For the most part Americans still enjoy a very comfortable existence. So while they may release a lot of hostility against political adversaries on social media not too many want a societal breakdown. However, if the economy were to collapse one could easily see that change. Society could easily fracture and people no longer see each other in the more abstract sense as “Americans.” And while it might not look like the Civil War we read about in history books it could be more a neighbor against neighbor situation. And with a real, or perceived, breakdown whatever might be left of the infrastructure could collapse, leading to more competition between networks of people who, by then, would see other networks as enemy forces.

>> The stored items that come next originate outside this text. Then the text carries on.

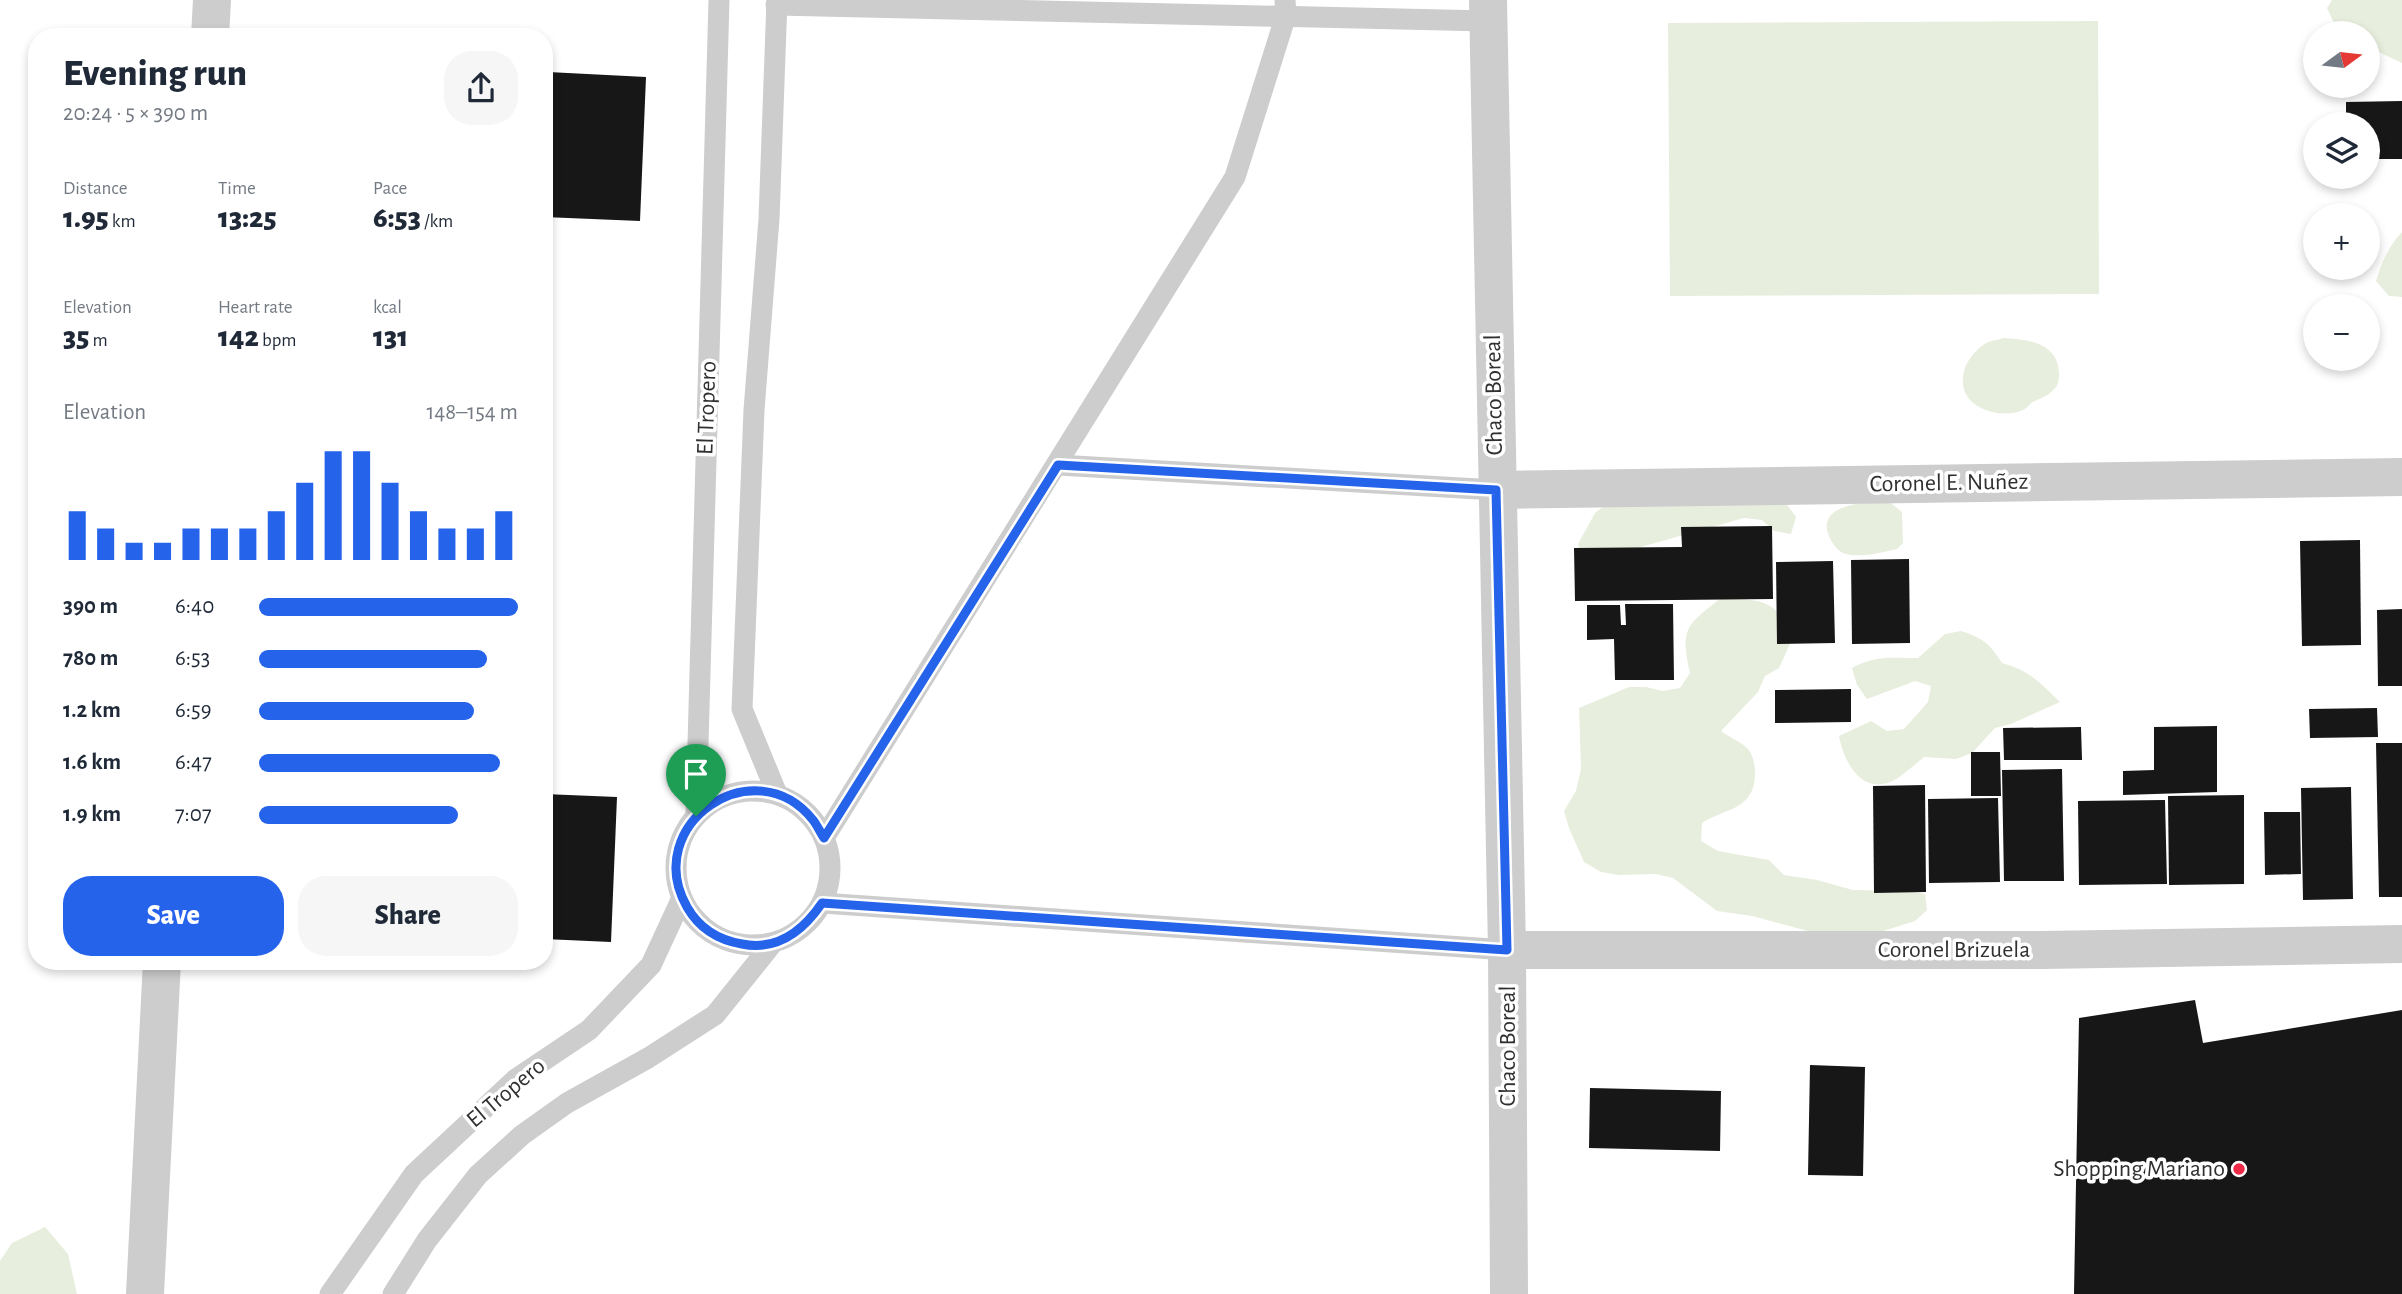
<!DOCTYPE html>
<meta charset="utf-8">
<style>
body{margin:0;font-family:"Alegreya Sans",sans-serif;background:#f6f6f7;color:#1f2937;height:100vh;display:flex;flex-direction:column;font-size:26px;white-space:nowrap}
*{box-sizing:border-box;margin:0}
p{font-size:23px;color:#747a83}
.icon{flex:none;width:38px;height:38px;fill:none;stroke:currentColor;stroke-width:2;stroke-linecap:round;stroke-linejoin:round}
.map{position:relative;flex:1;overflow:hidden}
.side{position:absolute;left:28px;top:28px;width:525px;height:942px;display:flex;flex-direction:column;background:#fff;border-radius:28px;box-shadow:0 4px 10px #0003}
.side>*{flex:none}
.needle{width:46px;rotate:75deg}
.buttons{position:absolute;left:2303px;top:21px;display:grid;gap:14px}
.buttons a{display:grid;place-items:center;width:77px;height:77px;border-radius:50%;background:#fff;box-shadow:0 4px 10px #0003;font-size:35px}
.pin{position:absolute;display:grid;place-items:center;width:60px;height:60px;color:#fff;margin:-72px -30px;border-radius:50% 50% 50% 0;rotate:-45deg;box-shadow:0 0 7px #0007}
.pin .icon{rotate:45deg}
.round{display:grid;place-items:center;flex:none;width:74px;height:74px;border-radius:28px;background:#f6f6f7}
.overview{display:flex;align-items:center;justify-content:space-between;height:119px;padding:0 35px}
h1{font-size:38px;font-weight:800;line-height:52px}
.figures{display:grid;grid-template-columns:repeat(3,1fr);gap:10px;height:119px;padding:7px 35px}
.figures div{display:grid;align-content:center}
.figures b{font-size:30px;font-weight:800}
.figures small{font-size:19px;font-weight:400}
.figures p{font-size:19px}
.chart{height:196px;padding:14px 35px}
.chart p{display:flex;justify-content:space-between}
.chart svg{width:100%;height:126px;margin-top:7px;stroke:#2563eb;stroke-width:6}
.cta{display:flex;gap:14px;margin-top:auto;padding:14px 35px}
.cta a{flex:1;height:80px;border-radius:28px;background:#2563eb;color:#fff;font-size:28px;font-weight:800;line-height:80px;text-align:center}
.cta a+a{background:#f6f6f7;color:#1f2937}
ul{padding:0 35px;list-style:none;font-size:23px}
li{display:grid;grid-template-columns:112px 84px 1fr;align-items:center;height:52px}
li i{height:18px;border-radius:9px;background:#2563eb}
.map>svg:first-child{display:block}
</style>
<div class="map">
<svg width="2402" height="1294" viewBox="0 0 2402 1294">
<rect width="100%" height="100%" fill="#fff"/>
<g fill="#e8eedd">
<path d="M2332,0H2402V63L2368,47V33H2343L2334,23L2327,8Z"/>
<path d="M2098,21L2099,294L1670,296L1668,23Z"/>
<path d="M2402,232V297L2389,296L2376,281C2382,262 2388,247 2402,232Z"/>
<path d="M2003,338C2028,339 2058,343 2059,373C2059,378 2059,384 2055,388C2050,395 2041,398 2033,402C2030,403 2028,407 2025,409C2009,418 1982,413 1970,400C1955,382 1965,358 1983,345C1988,341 1997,340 2003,338Z"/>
<path d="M1888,501L1902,512L1903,543L1897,549C1883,552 1857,559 1843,553C1837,550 1831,542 1829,536C1815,503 1869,502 1888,501Z"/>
<path d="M1609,502H1785L1796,517L1791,534L1774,531L1762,520L1744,518L1641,547L1598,570L1582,561L1578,544L1595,513Z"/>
<path d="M1720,599C1759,599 1774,598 1794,635L1779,668L1765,676L1758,692L1721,731C1728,737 1742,742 1748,749C1754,756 1755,767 1755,776C1753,810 1726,808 1702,823L1701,841L1718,851L1769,860L1784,875L1817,880L1853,890L1908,891L1925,894L1927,910L1915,921L1877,933L1823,935L1752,916L1717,911L1673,878L1656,874L1619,875L1601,872L1584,862L1569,828L1564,811L1576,791L1581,769L1579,708L1629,687H1646L1663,691L1680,688L1690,673C1680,629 1686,625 1720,599Z"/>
<path d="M1961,631C1983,638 1990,644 2002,663C2029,670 2040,683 2060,702L2011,724L1995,728L1972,753L1956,759L1924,757C1915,764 1907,772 1898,778C1864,799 1844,764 1839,736L1871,721L1887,731L1904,729L1928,702L1931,686L1915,681L1867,699L1857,685L1852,668C1875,655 1892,658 1918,658L1945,634Z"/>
<path d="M45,1227L68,1254L77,1294H0V1261L12,1243Z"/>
</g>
<g fill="#171717">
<path d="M548,72L646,77L640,221L544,217Z"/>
<path d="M2402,101V159H2368V124H2346V102Z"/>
<path d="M1772,526L1773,599L1575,601L1574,548L1682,547L1681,527Z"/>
<path d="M2360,540L2361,645L2302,646L2300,541Z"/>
<path d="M1909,559L1910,643L1852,644L1851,560Z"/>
<path d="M1833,561L1835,643L1777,644L1776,562Z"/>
<path d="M1625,604H1673L1674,680H1615L1614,639L1587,640V605H1620L1621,625H1626Z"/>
<path d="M2402,609V686H2378L2377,610Z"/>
<path d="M1851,689V722L1775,723V690Z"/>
<path d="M2377,708L2378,737L2310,738L2309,709Z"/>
<path d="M2217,726V792L2123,795V771L2154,770V727Z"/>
<path d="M2081,727L2082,760H2004L2003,728Z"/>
<path d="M2376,743H2402V897H2379Z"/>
<path d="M1971,752H2000L2001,796H1971Z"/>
<path d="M2062,769L2064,881H2004L2002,770Z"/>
<path d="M1925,785L1926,892L1874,893L1873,786Z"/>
<path d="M2351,787L2353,899L2303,900L2301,788Z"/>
<path d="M544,794L617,797L611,942L544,939Z"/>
<path d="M2244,795V884L2169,885L2168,796Z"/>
<path d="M1998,798L2000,882L1929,883L1928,799Z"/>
<path d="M2165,800L2167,884L2079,885L2078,801Z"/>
<path d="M2264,812H2300L2301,874L2265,875Z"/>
<path d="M2195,1000L2203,1043L2402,1010V1294H2074L2079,1018Z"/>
<path d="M1810,1065L1865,1067L1863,1176L1808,1175Z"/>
<path d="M1590,1088L1721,1091L1720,1151L1589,1148Z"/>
</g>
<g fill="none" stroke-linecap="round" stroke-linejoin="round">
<g stroke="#cdcdcd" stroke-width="21">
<path d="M777,0L769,219L754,410L742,709L777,794"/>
<path d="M776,5L1487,21"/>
<path d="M1058,465L1496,490"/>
<circle cx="753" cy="868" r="77"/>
<path d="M696,815L719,0"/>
<path d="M824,838L1235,177L1286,15L1285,0"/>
<path d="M822,903L1507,950"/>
<path d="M330,1294L414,1174L516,1079L589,1030L651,965L682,898"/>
<path d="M393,1294L427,1240L478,1175L522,1135L567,1103L648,1058L715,1015L772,944"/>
</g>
<g stroke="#cdcdcd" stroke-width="38">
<path d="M1488,0L1507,950L1509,1294"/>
<path d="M210,37L212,0"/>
<path d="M1496,490L2402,477"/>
<path d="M1507,950H2043L2402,944"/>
<path d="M145,1294L162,961"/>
</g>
</g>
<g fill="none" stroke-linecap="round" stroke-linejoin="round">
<defs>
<path id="route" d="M1058,465L1496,490L1507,950L822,903C803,931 777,951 742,944C718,940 699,928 687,907C640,824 755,747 813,820C817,825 820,832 824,838Z"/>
</defs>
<use href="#route" stroke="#fff" stroke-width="14"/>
<use href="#route" stroke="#2563eb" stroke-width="9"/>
</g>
<circle fill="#ef2a49" stroke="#fff" stroke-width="2.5" cx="2239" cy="1169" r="7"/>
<g text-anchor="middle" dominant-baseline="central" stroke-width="7" stroke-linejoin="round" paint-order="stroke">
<g font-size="24" fill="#303030" stroke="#fff">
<text transform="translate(1494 395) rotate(-91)">Chaco Boreal</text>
<text transform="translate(707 408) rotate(-88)">El Tropero</text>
<text transform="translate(1949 483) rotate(-1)">Coronel E. Nuñez</text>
<text x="1954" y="950">Coronel Brizuela</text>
<text transform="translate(1508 1046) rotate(-90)">Chaco Boreal</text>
<text transform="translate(506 1093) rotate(-40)">El Tropero</text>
</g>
<g font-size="24" fill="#303030" stroke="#fff" text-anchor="end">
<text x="2225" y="1169">Shopping Mariano</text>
</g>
</g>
</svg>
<div class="buttons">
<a><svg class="needle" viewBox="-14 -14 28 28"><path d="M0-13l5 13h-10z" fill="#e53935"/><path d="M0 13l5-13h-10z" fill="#747a83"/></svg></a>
<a><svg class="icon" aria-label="layers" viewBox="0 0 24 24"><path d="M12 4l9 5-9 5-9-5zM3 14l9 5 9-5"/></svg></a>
<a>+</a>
<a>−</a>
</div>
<div class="pin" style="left:696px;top:816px;background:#1e9e55"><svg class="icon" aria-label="arrive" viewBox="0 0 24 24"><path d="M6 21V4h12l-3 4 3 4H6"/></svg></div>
<section class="side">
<div class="overview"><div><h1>Evening run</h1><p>20:24 · 5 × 390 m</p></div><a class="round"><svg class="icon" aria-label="share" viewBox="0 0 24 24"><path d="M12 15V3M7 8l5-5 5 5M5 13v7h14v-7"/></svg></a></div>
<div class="figures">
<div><p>Distance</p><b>1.95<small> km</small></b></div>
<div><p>Time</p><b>13:25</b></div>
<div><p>Pace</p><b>6:53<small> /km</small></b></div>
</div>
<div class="figures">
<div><p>Elevation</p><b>35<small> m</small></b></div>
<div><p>Heart rate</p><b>142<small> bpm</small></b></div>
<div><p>kcal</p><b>131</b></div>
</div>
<div class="chart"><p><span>Elevation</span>148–154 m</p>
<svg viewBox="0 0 160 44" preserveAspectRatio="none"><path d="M5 44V27M15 44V33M25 44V38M35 44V38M45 44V33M55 44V33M65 44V33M75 44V27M85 44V17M95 44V6M105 44V6M115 44V17M125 44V27M135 44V33M145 44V33M155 44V27"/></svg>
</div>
<ul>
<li><b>390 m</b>6:40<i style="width:100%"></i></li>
<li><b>780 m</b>6:53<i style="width:88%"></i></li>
<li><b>1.2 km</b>6:59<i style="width:83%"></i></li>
<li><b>1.6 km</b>6:47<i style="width:93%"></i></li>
<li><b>1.9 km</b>7:07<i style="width:77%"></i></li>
</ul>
<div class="cta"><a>Save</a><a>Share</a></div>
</section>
</div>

Freud believed that civilization was held together by a thin thread but once it was broken then savagery would follow. And ironically, the more modern and complex a society is the more fragile it might be. When the chains that binds the aggressive urges (family, religion, community, nation and supportive institutions in-between) are in place people tend to be fairly tolerant of each other. Yet modern societies of today tend to minimize the importance of traditional institutions; we see less marriage and childbirth, people not as active in their religion, little community involvement and more a sense of being defined by what one is able to afford to buy. Yet, as stated earlier, what happens when the sense of being economically secure, as well as advancing, disintegrates?
Hopefully we can restore a sense of people having civil discourse on issues, being willing to cooperate, and not so quick to break into warring camps. The alternative is something that would merely result in needless bloodshed, much of our infrastructure damaged and the winner being the one with the most power. One thing is for sure, the winner would be unlikely to give up power once it was secured and what might evolve from there is anyone’s guess.